Please copy every line below that contains the string "this".

----

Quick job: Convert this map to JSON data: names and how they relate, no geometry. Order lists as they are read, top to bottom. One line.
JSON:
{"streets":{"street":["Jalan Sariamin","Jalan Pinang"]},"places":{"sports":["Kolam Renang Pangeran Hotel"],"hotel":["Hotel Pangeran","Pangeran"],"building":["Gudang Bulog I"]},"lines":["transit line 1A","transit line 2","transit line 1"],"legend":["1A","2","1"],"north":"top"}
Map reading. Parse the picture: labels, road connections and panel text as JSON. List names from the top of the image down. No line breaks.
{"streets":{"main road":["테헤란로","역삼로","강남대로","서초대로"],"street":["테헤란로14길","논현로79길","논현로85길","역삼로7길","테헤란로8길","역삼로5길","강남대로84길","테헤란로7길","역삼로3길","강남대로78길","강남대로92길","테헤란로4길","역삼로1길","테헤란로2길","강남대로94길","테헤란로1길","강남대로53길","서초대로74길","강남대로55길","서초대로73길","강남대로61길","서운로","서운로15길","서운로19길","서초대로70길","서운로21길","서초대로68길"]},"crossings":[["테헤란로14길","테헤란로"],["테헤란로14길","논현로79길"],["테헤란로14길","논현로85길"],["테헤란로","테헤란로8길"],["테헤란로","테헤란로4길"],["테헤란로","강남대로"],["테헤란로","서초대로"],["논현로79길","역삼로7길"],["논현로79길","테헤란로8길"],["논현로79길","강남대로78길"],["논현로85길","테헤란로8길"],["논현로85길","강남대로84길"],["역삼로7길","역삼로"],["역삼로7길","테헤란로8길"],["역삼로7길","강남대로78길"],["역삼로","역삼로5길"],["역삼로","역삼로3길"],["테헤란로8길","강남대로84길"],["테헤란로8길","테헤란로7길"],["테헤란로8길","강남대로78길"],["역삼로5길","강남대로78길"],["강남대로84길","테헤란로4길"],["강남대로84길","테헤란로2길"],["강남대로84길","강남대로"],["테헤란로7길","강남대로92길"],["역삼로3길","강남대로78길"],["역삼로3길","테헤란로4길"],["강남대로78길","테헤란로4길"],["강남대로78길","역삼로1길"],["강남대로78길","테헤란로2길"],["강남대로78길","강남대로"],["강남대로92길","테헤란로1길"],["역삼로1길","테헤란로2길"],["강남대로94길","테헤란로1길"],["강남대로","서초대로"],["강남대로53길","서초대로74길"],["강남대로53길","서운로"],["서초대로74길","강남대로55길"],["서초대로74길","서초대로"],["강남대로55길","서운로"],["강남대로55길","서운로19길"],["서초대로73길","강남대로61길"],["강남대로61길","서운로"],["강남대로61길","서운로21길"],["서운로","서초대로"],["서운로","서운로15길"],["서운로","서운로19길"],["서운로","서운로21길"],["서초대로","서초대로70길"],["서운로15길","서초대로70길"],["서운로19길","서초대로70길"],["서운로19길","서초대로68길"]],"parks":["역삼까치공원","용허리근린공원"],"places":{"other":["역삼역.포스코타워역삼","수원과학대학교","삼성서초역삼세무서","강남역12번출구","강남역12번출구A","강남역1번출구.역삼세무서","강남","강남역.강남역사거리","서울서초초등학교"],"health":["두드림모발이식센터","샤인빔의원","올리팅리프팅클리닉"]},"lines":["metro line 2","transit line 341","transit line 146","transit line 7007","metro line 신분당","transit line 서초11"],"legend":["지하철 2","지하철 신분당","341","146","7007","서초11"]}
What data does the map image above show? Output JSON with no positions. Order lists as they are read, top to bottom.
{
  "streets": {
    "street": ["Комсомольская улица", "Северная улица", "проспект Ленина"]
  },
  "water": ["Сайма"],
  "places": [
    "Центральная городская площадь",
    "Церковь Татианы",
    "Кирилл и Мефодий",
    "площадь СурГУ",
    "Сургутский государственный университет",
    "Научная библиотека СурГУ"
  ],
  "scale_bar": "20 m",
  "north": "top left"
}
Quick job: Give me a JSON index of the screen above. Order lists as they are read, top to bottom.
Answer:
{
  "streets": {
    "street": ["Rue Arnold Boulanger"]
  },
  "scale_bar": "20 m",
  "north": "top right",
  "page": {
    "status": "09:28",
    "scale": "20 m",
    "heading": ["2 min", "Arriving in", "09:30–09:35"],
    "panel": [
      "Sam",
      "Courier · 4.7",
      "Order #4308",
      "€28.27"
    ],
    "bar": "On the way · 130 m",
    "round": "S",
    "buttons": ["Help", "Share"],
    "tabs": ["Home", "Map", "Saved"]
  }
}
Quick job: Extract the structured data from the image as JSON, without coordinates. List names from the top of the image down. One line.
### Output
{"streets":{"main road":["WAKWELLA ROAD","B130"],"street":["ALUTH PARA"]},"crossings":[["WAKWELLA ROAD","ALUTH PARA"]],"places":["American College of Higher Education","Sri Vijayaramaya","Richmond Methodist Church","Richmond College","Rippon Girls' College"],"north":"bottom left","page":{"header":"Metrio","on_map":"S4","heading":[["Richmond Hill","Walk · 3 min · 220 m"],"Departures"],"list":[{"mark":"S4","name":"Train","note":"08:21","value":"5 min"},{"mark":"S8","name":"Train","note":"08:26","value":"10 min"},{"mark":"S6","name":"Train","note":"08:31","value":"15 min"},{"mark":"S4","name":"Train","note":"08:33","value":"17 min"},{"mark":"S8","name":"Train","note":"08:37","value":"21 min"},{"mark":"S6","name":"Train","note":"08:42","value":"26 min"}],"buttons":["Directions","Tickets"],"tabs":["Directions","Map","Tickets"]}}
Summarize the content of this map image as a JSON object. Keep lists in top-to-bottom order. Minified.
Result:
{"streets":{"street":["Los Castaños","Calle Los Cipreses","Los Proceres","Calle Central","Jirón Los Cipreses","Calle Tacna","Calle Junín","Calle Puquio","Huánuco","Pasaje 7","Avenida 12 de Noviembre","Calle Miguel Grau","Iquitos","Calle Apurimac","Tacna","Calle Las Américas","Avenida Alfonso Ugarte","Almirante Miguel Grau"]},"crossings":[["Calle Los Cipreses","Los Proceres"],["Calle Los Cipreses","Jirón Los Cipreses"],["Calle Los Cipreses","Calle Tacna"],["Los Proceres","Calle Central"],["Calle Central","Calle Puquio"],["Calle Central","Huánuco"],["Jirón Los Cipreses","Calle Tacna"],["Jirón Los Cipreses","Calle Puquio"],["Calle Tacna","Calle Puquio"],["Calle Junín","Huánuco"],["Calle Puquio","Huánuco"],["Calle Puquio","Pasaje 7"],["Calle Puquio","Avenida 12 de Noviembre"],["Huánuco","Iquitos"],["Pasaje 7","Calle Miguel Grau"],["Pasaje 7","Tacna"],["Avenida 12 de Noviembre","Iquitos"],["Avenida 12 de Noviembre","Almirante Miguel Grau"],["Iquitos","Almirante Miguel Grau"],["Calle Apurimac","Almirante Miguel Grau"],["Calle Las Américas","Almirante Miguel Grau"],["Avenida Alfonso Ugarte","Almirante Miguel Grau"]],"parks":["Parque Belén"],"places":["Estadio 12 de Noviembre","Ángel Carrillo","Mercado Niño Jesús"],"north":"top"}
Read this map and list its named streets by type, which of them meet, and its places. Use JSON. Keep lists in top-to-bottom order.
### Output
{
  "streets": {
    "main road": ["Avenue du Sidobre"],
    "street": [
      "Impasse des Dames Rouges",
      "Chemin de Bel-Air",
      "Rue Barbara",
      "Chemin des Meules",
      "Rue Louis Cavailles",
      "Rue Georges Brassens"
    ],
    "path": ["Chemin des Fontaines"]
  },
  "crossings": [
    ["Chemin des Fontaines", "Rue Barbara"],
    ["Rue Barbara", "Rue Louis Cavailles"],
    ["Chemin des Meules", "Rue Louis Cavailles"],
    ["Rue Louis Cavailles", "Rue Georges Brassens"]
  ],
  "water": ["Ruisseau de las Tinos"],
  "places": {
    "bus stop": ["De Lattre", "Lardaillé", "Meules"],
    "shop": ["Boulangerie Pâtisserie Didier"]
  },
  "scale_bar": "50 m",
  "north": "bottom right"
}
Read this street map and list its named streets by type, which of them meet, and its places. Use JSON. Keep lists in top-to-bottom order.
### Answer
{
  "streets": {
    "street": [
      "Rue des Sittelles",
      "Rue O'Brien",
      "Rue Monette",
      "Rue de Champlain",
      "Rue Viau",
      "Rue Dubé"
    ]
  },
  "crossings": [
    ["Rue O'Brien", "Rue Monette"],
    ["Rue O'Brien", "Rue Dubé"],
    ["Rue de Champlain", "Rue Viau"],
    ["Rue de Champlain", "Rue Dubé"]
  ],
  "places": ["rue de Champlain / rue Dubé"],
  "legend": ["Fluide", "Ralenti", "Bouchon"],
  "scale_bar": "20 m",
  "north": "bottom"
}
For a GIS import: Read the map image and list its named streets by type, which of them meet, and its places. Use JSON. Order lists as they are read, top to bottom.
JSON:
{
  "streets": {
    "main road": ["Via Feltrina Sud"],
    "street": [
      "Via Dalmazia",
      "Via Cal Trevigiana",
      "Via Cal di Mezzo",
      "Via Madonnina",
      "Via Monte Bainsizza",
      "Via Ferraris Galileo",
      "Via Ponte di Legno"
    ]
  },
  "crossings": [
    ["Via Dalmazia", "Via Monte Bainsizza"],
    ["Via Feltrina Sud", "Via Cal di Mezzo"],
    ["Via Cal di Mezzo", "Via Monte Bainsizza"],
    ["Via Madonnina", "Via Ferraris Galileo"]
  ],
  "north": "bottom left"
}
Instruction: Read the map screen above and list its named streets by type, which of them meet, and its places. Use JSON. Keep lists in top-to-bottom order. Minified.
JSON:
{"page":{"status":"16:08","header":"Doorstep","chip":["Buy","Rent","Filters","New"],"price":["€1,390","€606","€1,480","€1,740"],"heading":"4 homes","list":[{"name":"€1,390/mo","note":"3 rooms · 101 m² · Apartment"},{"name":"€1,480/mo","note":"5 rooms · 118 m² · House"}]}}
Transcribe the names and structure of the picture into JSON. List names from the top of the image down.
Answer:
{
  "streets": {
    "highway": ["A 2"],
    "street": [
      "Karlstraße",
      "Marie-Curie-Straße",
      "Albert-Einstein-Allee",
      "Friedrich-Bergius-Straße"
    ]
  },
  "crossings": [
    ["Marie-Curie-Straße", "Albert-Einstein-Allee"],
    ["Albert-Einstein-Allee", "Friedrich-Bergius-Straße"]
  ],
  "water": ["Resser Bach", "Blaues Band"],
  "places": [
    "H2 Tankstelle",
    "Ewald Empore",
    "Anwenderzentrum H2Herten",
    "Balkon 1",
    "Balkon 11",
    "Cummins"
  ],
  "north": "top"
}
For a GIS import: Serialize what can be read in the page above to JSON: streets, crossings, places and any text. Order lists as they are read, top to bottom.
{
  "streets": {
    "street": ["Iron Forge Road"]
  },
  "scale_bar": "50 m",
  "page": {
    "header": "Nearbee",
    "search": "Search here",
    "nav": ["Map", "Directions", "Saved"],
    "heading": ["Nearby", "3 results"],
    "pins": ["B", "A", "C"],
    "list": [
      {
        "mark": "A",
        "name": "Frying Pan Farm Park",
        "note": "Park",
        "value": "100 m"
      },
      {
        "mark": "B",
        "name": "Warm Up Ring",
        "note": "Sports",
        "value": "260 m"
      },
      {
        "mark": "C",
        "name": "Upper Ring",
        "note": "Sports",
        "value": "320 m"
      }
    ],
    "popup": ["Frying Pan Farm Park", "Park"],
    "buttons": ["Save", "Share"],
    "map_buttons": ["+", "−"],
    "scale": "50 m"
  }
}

----

Answer to the problem:
Quick job: Convert this map to JSON data: names and how they relate, no geometry. Order lists as they are read, top to bottom. One line.
Summarize the content of this map image as a JSON object. Keep lists in top-to-bottom order. Minified.
Read this map and list its named streets by type, which of them meet, and its places. Use JSON. Keep lists in top-to-bottom order.
Read this street map and list its named streets by type, which of them meet, and its places. Use JSON. Keep lists in top-to-bottom order.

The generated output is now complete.